MATERIAL SUPPLIED Block Start

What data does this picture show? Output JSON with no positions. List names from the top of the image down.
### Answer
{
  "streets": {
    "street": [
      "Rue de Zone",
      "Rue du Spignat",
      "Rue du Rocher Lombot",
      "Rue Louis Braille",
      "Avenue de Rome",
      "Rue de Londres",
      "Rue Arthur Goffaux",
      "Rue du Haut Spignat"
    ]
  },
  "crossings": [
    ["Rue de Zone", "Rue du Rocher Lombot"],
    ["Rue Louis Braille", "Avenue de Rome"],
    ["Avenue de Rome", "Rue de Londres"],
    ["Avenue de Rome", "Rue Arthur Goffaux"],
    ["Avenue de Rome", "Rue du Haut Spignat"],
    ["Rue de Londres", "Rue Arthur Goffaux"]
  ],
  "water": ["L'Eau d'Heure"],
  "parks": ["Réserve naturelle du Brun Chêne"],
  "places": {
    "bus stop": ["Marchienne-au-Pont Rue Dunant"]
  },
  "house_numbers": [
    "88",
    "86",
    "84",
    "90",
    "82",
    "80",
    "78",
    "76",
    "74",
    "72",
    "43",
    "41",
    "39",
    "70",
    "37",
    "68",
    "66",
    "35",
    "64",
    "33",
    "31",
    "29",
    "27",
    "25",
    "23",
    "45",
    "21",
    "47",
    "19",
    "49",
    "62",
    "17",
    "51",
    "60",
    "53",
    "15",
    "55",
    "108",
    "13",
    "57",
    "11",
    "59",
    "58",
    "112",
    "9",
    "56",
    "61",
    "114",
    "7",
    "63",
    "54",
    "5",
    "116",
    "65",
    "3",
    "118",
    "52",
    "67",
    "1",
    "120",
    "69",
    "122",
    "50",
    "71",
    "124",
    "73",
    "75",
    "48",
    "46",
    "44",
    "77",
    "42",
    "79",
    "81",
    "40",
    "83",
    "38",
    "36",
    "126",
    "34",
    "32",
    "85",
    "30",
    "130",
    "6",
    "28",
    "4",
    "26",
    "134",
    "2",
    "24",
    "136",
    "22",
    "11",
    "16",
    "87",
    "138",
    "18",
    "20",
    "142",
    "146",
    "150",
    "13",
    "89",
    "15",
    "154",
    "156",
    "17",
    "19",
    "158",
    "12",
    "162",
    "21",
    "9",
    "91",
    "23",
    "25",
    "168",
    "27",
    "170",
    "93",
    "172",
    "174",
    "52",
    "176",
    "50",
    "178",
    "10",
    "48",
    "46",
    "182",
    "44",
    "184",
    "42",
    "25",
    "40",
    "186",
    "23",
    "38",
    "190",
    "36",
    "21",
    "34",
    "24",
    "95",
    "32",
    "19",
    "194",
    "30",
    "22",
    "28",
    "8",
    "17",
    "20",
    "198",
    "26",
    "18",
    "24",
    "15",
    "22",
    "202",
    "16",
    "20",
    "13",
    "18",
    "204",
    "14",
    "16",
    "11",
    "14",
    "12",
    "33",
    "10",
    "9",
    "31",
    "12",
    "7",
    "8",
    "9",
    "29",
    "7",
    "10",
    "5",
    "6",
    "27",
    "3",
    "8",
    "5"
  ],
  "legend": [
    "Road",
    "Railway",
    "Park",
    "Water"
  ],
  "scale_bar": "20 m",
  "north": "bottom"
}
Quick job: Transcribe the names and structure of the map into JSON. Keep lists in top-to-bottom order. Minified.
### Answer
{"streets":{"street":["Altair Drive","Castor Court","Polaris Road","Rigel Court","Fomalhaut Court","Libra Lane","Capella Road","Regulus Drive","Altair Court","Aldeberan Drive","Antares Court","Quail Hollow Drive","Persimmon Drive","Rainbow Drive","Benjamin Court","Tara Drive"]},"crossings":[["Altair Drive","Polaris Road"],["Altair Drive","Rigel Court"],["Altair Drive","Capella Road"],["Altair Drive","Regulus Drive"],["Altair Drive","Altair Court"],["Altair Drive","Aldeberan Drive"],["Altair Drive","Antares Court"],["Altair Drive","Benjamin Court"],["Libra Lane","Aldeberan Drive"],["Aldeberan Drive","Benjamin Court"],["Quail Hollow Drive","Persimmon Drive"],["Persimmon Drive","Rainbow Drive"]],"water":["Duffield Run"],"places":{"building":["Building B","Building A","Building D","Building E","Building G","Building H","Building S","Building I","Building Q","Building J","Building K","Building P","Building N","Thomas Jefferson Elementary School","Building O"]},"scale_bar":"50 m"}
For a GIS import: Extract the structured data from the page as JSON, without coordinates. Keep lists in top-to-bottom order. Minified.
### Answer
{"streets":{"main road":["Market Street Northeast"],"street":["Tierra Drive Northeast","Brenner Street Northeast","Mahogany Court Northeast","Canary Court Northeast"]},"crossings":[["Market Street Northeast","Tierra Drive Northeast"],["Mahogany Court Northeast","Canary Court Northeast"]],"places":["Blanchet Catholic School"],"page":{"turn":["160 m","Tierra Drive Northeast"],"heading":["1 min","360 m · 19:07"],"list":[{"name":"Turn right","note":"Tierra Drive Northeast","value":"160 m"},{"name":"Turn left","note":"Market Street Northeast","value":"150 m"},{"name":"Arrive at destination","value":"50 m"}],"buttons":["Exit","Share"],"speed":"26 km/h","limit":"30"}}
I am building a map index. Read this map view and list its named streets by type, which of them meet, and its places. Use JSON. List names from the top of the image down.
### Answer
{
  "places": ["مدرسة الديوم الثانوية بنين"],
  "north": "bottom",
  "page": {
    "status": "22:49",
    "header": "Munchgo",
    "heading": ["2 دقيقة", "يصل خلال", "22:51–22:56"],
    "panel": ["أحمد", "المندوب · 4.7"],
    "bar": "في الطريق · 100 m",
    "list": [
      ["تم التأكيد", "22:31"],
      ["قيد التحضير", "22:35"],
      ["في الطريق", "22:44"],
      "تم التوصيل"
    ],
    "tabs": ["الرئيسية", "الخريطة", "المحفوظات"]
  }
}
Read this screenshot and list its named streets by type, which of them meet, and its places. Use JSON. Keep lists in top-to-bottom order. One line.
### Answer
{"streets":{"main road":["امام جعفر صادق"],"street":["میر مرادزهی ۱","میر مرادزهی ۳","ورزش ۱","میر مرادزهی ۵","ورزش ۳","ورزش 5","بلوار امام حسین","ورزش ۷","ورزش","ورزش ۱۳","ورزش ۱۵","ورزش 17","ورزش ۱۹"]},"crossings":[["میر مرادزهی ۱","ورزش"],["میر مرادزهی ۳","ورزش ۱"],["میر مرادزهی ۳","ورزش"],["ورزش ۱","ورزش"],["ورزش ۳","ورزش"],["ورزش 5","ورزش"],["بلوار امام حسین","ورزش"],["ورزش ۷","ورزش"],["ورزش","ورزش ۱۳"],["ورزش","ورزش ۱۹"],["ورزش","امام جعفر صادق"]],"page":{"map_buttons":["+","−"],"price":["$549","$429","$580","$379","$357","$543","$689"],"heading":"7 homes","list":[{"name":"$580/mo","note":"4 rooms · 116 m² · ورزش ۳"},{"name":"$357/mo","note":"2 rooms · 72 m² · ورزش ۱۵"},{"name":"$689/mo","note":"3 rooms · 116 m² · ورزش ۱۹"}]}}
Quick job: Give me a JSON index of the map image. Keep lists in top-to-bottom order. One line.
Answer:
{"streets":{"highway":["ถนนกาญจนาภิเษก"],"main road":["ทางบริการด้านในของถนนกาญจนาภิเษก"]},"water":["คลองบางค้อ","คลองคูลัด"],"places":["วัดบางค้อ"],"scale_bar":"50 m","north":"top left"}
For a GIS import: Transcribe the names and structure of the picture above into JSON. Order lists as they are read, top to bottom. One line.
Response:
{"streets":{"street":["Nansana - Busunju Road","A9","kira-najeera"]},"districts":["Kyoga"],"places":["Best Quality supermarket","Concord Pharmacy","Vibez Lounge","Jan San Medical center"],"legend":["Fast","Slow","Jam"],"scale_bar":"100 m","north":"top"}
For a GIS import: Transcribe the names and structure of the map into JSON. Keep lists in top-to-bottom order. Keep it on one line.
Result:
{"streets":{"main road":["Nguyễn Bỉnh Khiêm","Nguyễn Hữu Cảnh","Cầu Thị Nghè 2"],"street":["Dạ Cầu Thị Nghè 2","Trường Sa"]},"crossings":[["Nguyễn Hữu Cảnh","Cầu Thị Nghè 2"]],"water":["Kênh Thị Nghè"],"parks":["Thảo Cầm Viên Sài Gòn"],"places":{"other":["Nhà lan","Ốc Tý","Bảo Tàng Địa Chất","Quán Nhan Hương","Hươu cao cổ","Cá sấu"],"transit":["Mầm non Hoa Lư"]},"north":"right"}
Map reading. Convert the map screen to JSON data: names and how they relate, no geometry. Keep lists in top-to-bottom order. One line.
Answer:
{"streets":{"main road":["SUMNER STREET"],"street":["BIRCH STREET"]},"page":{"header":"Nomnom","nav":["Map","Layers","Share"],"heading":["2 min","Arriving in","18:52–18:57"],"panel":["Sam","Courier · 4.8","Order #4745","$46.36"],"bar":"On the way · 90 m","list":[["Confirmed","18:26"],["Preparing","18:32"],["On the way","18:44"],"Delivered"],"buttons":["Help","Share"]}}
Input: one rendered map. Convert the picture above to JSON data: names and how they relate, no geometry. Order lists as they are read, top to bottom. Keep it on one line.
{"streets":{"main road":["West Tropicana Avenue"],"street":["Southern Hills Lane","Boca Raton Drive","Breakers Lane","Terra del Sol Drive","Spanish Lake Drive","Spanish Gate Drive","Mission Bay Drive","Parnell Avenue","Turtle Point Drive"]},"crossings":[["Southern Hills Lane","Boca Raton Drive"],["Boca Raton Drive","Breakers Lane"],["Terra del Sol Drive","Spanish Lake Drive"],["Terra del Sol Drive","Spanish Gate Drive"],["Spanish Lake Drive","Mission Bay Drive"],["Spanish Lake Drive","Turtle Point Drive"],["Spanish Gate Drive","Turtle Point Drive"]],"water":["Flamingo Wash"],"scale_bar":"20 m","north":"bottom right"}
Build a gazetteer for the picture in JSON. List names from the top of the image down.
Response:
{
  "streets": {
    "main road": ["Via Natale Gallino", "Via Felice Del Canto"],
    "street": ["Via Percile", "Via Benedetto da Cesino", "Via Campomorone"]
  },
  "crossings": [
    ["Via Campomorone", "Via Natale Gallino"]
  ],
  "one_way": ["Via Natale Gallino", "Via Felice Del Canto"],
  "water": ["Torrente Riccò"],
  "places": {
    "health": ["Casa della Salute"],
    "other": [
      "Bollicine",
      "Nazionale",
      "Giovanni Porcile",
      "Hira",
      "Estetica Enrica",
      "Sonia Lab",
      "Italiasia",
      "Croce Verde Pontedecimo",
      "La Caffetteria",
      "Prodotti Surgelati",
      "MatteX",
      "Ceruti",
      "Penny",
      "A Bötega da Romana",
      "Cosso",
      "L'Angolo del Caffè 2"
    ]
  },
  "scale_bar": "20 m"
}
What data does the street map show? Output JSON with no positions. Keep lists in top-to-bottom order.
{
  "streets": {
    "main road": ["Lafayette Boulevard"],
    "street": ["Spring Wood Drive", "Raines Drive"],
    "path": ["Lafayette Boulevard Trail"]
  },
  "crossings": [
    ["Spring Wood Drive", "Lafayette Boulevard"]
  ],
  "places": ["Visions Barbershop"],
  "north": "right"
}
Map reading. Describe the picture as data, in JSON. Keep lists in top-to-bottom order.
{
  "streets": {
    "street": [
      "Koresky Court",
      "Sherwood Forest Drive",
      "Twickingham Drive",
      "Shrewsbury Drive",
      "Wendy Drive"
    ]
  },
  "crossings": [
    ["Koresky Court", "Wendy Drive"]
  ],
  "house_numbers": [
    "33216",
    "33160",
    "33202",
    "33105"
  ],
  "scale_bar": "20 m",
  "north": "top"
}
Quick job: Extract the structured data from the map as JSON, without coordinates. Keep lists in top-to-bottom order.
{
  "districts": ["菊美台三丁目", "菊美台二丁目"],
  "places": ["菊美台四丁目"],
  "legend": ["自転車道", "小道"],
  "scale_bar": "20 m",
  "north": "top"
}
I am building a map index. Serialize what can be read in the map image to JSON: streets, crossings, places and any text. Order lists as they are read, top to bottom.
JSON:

MATERIAL SUPPLIED Block End

> _WORK REQUEST_: Show, from the listing above, each line that contains the word "into".

> _SOLUTION BELOW_:
Quick job: Transcribe the names and structure of the map into JSON. Keep lists in top-to-bottom order. Minified.
For a GIS import: Transcribe the names and structure of the picture above into JSON. Order lists as they are read, top to bottom. One line.
For a GIS import: Transcribe the names and structure of the map into JSON. Keep lists in top-to-bottom order. Keep it on one line.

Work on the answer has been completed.